ANDRÉ CARRILHO/OBSERVADOR

Afinal os adolescentes têm razão quando dizem que ninguém os percebe, diz esta neurocientista

A sociedade não os entende: diaboliza e espera muito dos adolescentes, sem ter em conta que há comportamentos que fazem parte do desenvolvimento cerebral. Palavra de uma neurocientista britânica.

Encontramo-nos com Sarah-Jayne Blakemore numa manhã chuvosa de novembro. É no lobby do hotel que conversamos com ela sobre o quanto pressionamos e até subestimamos os adolescentes. Afinal, eles podem ter razão quando dizem que ninguém os compreende. Nada é ao acaso: Blakemore é professora de Neurociências Cognitivas na UCL (University College London) e há anos que se dedica ao estudo do desenvolvimento da cognição social e da tomada de decisões no cérebro do adolescente.

Ao Observador, fala abertamente sobre como a sociedade — pais e professores incluídos — esperam muitos dos adolescentes, uma vez que o desenvolvimento do cérebro, que continua bem depois da infância, ajuda a explicar muitos dos comportamentos associados a este período. A neurocientista, que esteve em Portugal a convite da Fundação Francisco Manuel dos Santos, afirma ainda que as escolas deviam adaptar-se à condição particular da adolescência e não o contrário.

“Até há pouco tempo as pessoas não compreendiam bem os adolescentes e até os culpavam, mas isto é apenas parte de um estágio de desenvolvimento natural, adaptativo e inevitável. É um pouco estranho que diabolizemos os adolescentes.”
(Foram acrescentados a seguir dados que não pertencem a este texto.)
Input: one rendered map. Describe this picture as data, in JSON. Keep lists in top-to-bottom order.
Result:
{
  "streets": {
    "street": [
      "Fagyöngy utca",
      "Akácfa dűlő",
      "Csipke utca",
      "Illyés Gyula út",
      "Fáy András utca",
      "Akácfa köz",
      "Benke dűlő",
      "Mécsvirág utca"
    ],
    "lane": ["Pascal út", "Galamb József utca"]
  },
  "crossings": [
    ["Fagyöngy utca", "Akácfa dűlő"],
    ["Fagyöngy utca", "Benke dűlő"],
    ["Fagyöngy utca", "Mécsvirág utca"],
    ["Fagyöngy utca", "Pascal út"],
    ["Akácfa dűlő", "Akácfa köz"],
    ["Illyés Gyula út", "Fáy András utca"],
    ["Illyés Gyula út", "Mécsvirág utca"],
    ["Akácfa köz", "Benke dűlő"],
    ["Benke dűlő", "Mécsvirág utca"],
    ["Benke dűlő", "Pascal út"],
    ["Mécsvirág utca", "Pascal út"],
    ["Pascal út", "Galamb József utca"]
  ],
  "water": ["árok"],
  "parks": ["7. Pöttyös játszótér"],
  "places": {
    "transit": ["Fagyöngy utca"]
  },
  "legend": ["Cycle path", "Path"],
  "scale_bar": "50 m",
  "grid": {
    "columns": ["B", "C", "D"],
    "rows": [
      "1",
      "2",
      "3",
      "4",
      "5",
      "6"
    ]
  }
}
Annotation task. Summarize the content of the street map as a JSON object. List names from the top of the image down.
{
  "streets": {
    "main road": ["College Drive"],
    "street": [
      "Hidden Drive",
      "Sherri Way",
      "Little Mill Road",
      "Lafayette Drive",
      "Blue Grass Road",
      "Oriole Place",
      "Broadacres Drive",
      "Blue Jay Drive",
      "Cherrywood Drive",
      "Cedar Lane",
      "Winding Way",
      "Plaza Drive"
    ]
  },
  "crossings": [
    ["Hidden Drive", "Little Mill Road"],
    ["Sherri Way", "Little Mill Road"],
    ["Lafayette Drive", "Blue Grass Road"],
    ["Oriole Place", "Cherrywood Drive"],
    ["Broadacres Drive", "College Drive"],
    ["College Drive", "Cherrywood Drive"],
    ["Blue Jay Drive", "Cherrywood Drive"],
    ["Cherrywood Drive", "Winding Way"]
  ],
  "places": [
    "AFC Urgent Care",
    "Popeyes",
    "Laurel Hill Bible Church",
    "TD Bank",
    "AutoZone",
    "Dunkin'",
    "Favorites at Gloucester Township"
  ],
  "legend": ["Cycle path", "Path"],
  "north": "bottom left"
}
Blakemore é professora de Neurociências Cognitivas na UCL (University College London)

ANDRÉ CARRILHO/OBSERVADOR

Já o disse antes numa entrevista: os adolescentes terão alguma razão quando dizem que ninguém os entende porque têm, de facto, dificuldade em ver outras perspetivas que não a deles. É isso?
Sim. Interessa-me muito a forma como nós entendemos as mentes das outras pessoas e as interações sociais. Há muitos estudos de desenvolvimento psicológico que se debruçam sobre aquilo a que chamamos “teoria da mente” [“mentalizing” ou “theory of mind”, em inglês] nos primeiros anos de vida, mas há muito poucos estudos feitos depois da infância. Descobrimos um exercício que aborda a questão da perspetiva durante a adolescência, que nos obriga a ter em conta a perspetiva da outra pessoa de maneira a tomar a decisão correta; descobrimos que a habilidade de ter em conta a perspetiva do outro ainda está em desenvolvimento durante a adolescência. Mas o importante a dizer sobre isto é que até os adultos nos nossos estudos — e noutros estudos que usam este exercício — consideram este exercício muito difícil. Sim, são melhores do que os adolescentes, mas falham quase 50% das vezes. É difícil para nós, humanos, termos em conta a perspetivas dos outros. É surpreendentemente difícil.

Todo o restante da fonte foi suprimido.